• [Task description]: Note each line in the data holding the string "dash" and report it.

• [Dataset content]:
□ □ □ □

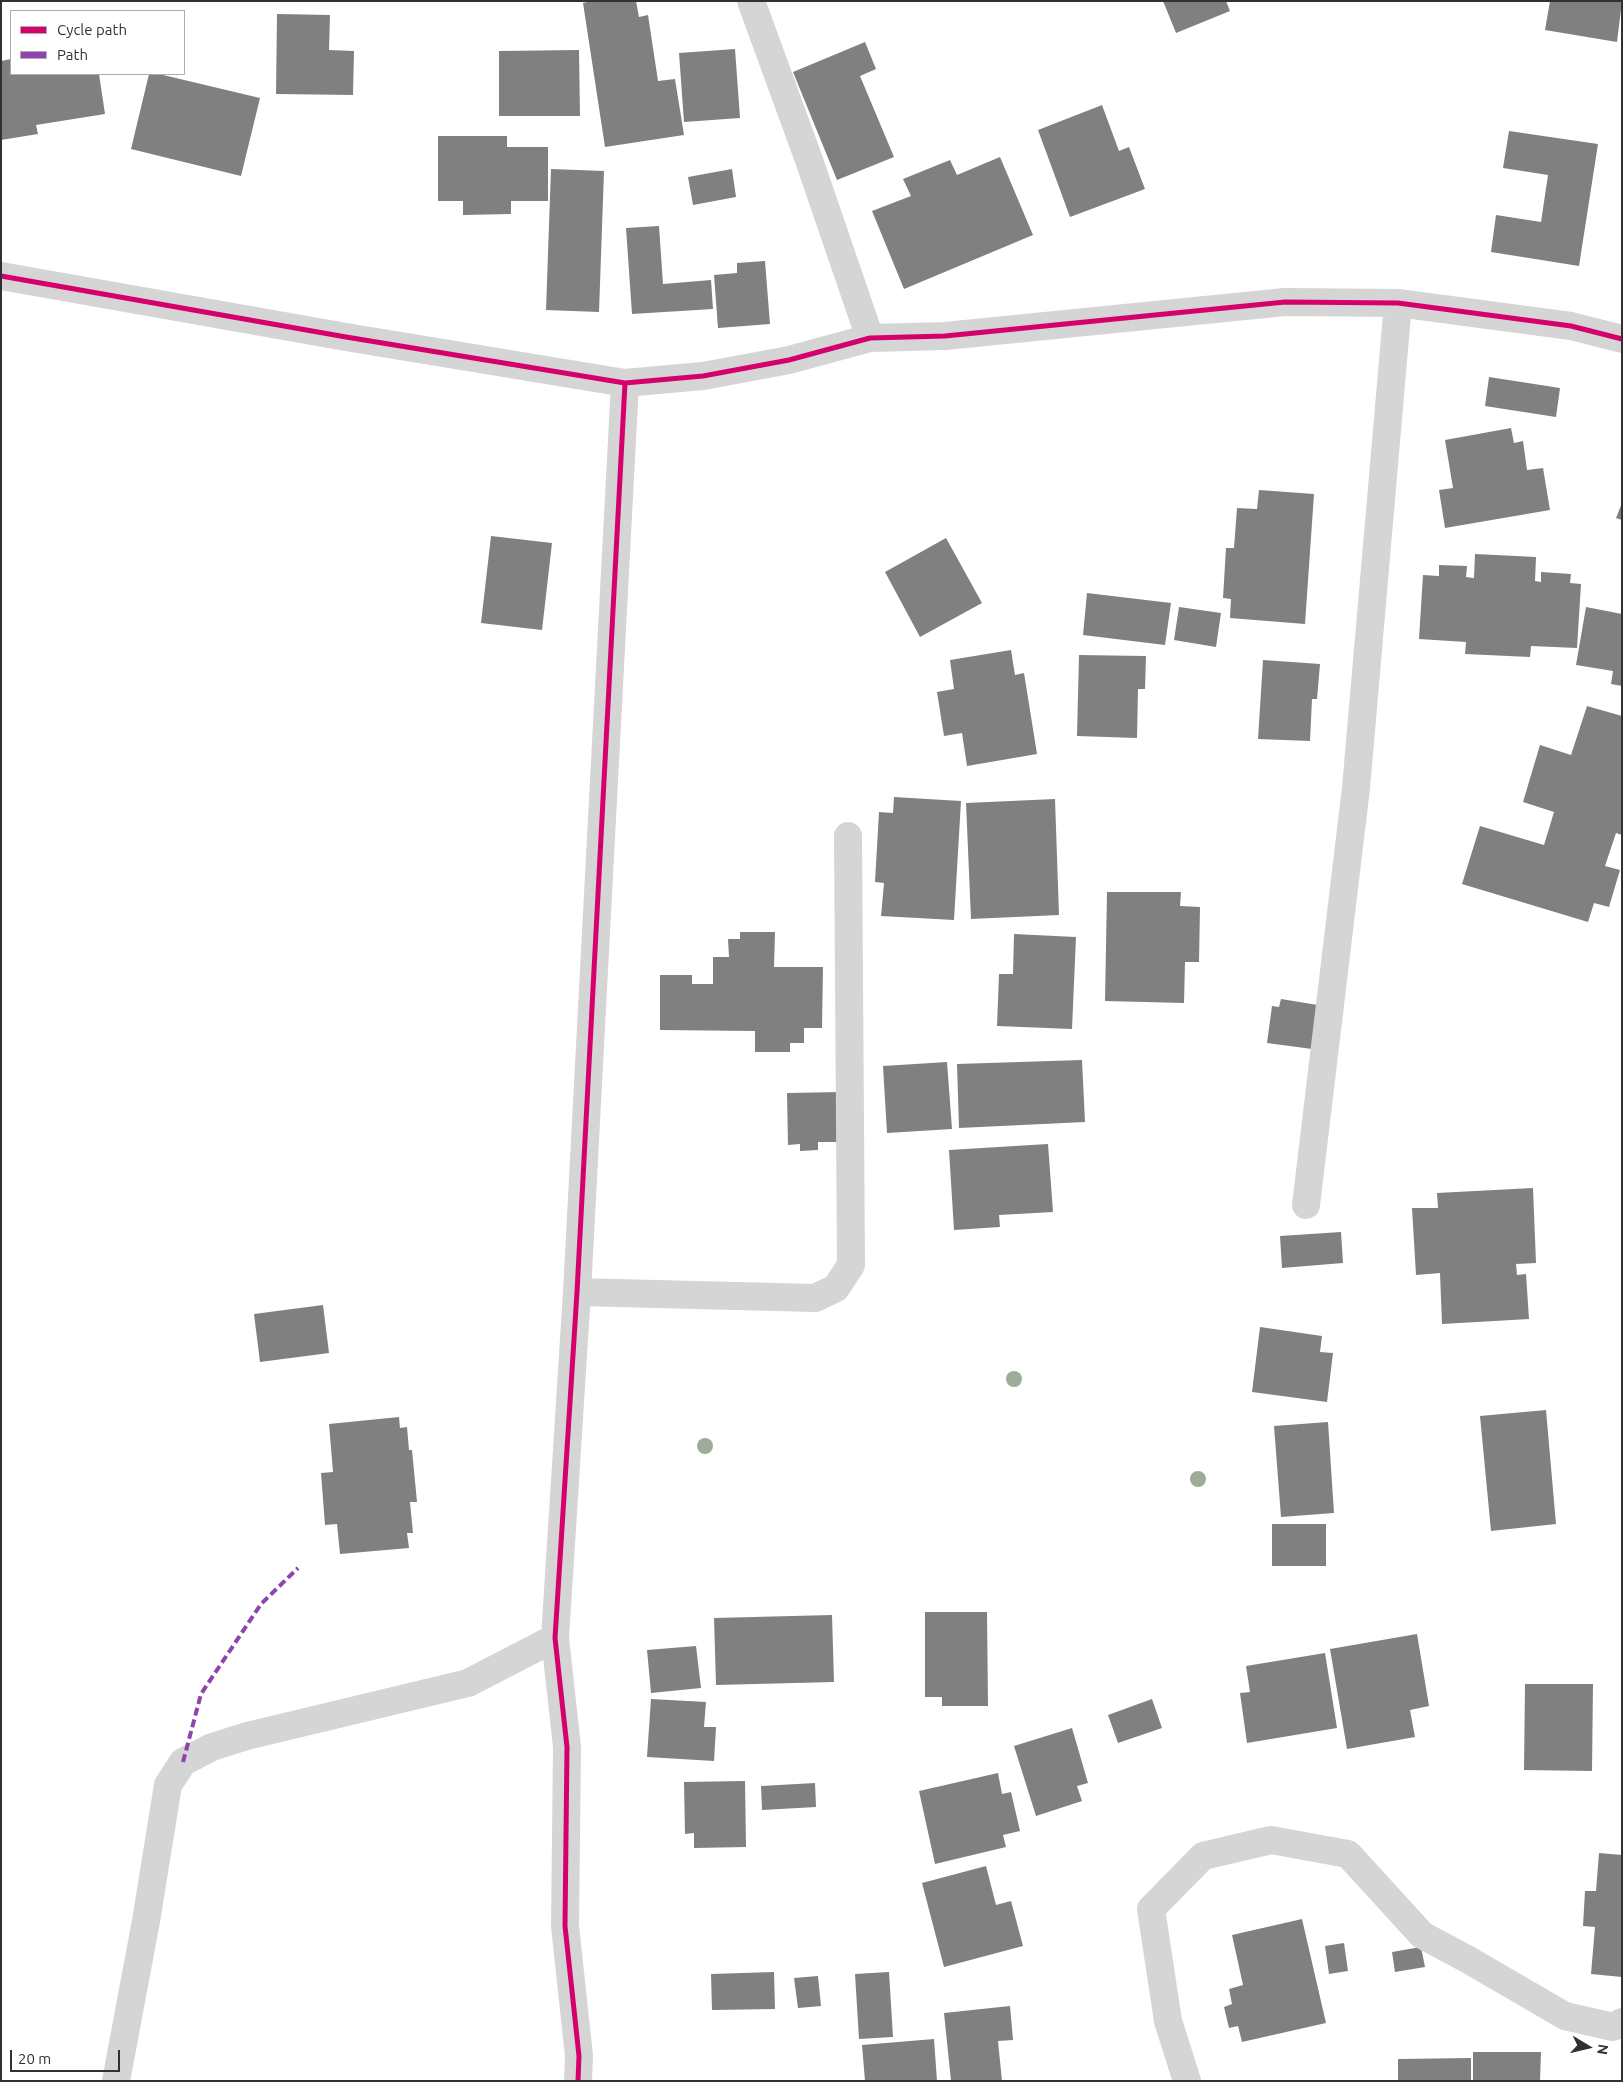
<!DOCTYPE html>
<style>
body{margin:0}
#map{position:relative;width:1623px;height:2082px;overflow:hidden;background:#fff;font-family:Ubuntu,sans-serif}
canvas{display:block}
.frame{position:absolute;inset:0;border:2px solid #313131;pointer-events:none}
.legend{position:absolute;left:10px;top:10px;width:175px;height:65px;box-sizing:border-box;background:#fff;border:1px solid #adadad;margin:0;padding:6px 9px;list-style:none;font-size:15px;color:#313131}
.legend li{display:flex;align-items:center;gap:10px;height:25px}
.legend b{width:25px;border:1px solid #adadad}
.north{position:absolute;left:1563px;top:2022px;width:50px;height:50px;-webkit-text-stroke:4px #fff;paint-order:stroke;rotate:99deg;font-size:14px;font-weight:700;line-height:20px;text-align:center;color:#313131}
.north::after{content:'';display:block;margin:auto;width:18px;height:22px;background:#313131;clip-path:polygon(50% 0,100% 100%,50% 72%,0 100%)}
.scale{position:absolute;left:10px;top:2050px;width:110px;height:22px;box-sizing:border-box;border:2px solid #313131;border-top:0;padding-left:6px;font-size:15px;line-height:18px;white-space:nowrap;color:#313131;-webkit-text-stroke:4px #fff;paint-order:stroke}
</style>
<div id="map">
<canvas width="1623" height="2082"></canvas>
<div class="frame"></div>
<ul class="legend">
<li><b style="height:6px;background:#d6006c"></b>Cycle path</li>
<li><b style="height:6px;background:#8e44ad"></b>Path</li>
</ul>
<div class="north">N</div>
<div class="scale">20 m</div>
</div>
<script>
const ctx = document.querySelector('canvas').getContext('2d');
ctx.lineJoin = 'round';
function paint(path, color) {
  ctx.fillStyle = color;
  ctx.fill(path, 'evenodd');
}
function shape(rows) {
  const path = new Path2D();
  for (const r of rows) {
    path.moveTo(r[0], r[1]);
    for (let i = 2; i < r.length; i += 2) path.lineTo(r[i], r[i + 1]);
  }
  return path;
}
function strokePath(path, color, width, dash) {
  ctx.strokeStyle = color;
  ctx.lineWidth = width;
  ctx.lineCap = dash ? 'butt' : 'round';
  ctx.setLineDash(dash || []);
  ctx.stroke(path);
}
paint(shape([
 [591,1,636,1,639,17,648,15,658,81,675,79,684,135,605,147,583,3],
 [1163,1,1226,1,1230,11,1176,33],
 [1550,1,1622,1,1617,42,1545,30],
 [277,14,330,15,329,50,354,51,353,95,276,94],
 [865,42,876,69,860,76,894,157,837,180,793,72],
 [735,49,740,118,684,122,679,53],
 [579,50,580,116,499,116,499,51],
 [11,59,11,74,99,74,105,114,36,125,38,134,1,140,1,61],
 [149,74,159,74,260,98,241,176,131,149],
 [1102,105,1119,151,1129,147,1145,189,1070,217,1038,130],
 [1509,131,1598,144,1579,266,1491,252,1496,215,1541,222,1548,175,1503,168],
 [438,136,507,136,507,147,548,147,548,201,511,201,511,214,463,215,463,201,438,201],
 [1000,157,1033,235,904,289,872,211,911,196,903,179,950,160,957,175],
 [551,169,604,171,599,312,546,310],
 [732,169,736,197,693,205,688,177],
 [659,226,663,284,711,280,713,309,632,314,626,228],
 [765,261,770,324,718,328,714,275,737,273,737,263],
 [1489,377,1560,388,1556,417,1485,406],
 [1511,428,1514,443,1523,441,1527,470,1543,468,1550,510,1445,528,1439,490,1453,488,1445,440],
 [1259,490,1314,494,1305,624,1230,618,1231,599,1223,598,1226,548,1234,548,1237,508,1257,509],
 [1622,503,1622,520,1616,518],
 [491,536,552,543,542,630,481,623],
 [946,538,982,603,920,637,885,572],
 [1475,554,1536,557,1535,581,1541,582,1541,572,1571,574,1570,583,1581,584,1577,648,1531,646,1530,657,1465,654,1466,642,1419,639,1423,575,1439,576,1439,565,1467,566,1466,577,1474,578],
 [1087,593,1171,603,1165,645,1083,635],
 [1179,607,1221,613,1216,647,1174,640],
 [1586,607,1622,614,1622,686,1611,684,1613,671,1576,665],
 [1011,650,1015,675,1024,673,1037,754,967,766,962,733,944,736,937,692,954,689,950,660],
 [1079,655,1146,656,1145,689,1138,689,1137,738,1077,736],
 [1263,660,1320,664,1317,699,1312,699,1310,741,1258,739],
 [1587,706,1622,716,1622,835,1616,833,1605,866,1620,870,1609,907,1594,903,1588,922,1462,884,1480,826,1544,845,1554,812,1523,802,1540,745,1571,755],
 [894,797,961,801,954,920,881,916,884,883,875,882,879,812,893,813],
 [1055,799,1059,915,971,919,966,803],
 [1107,892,1181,892,1180,906,1200,907,1199,962,1185,962,1184,1003,1105,1001],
 [740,932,775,932,774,967,823,967,822,1028,804,1028,804,1043,790,1043,790,1052,755,1052,755,1031,660,1030,660,975,692,975,692,984,713,984,713,957,729,957,728,939,740,939],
 [1014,934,1076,937,1072,1029,997,1026,999,974,1013,974],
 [1281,999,1318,1005,1312,1049,1267,1043,1272,1006,1279,1007],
 [1082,1060,1085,1122,959,1128,957,1064],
 [947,1062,952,1129,887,1133,883,1066],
 [841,1092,841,1142,818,1142,818,1150,800,1151,800,1144,788,1145,787,1093],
 [1048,1144,1053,1212,999,1215,1000,1227,954,1230,949,1150],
 [1533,1188,1536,1263,1516,1264,1517,1275,1526,1274,1529,1319,1442,1324,1440,1273,1416,1275,1412,1208,1438,1208,1437,1193],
 [1341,1232,1343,1263,1282,1268,1280,1236],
 [323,1305,329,1353,260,1362,254,1314],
 [1260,1327,1322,1336,1320,1352,1333,1353,1327,1402,1252,1392],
 [1546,1410,1556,1524,1491,1531,1480,1416],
 [399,1417,400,1428,407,1427,409,1450,412,1450,417,1502,410,1502,413,1533,407,1533,409,1548,340,1554,337,1524,325,1525,321,1473,333,1472,329,1424],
 [1328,1422,1334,1513,1281,1517,1274,1426],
 [1272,1524,1326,1524,1326,1566,1272,1566],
 [925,1612,987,1612,988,1706,942,1706,942,1697,925,1697],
 [832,1615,834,1682,716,1685,714,1618],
 [1417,1634,1429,1706,1410,1710,1415,1737,1347,1749,1330,1649],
 [696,1646,701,1688,651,1693,647,1650],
 [1325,1653,1337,1728,1247,1743,1240,1693,1250,1692,1246,1666],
 [1525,1684,1593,1684,1592,1771,1524,1770],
 [651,1699,706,1702,704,1727,716,1727,714,1761,647,1757],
 [1152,1699,1162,1728,1118,1743,1108,1715],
 [1072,1728,1088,1783,1077,1786,1082,1801,1036,1816,1014,1746],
 [998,1773,1002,1794,1011,1792,1020,1831,1003,1835,1006,1847,935,1864,919,1791],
 [745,1781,746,1847,694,1848,694,1833,685,1834,684,1782],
 [815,1783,816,1807,762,1810,761,1786],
 [1599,1853,1622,1855,1622,1977,1591,1974,1595,1927,1583,1926,1585,1891,1596,1891],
 [986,1866,996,1905,1011,1901,1023,1946,944,1967,922,1883],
 [1302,1919,1326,2023,1242,2042,1238,2026,1229,2028,1224,2007,1232,2004,1229,1989,1243,1985,1232,1935],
 [1344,1943,1348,1971,1329,1974,1325,1946],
 [1421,1947,1425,1967,1395,1972,1392,1952],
 [774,1972,775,2009,712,2010,711,1974],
 [889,1972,893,2037,859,2039,855,1974],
 [818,1976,821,2006,798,2008,794,1978],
 [1010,2006,1013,2040,998,2041,1002,2081,951,2081,944,2013],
 [934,2039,937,2081,865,2081,862,2045],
 [1473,2052,1541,2052,1540,2081,1473,2081],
 [1471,2058,1471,2081,1398,2081,1398,2059]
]), '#808080');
strokePath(shape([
 [751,1,809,160,870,338],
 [1,276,346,337,625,383,703,376,789,360,870,338,945,336,1285,302,1398,303,1571,326,1622,339],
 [1306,1205,1356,788,1398,303],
 [577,1292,815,1298,836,1288,851,1265,848,836],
 [116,2081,146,1921,168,1785,183,1762,212,1747,247,1736,468,1683,555,1638],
 [578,2081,579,2056,565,1926,567,1747,555,1638,577,1292,625,383],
 [1187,2081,1168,2021,1151,1909,1203,1856,1271,1840,1348,1854,1422,1935,1467,1959,1565,2016,1613,2027,1622,2022]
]), '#d5d5d5', 28);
strokePath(shape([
 [183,1762,201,1694,261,1604,298,1568]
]), '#8e44ad', 4, [8, 4]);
strokePath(shape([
 [1,276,346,337,625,383,703,376,789,360,870,338,945,336,1285,302,1398,303,1571,326,1622,339],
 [578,2081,579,2056,565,1926,567,1747,555,1638,577,1292,625,383]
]), '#d6006c', 5);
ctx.fillStyle = '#9dac97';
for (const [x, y] of [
 [1014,1379],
 [705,1446],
 [1198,1479]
]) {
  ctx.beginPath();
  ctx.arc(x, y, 8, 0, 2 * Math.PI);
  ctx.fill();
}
</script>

□ □ □ □

• [Solved exercise]:
function strokePath(path, color, width, dash) {
  ctx.lineCap = dash ? 'butt' : 'round';
  ctx.setLineDash(dash || []);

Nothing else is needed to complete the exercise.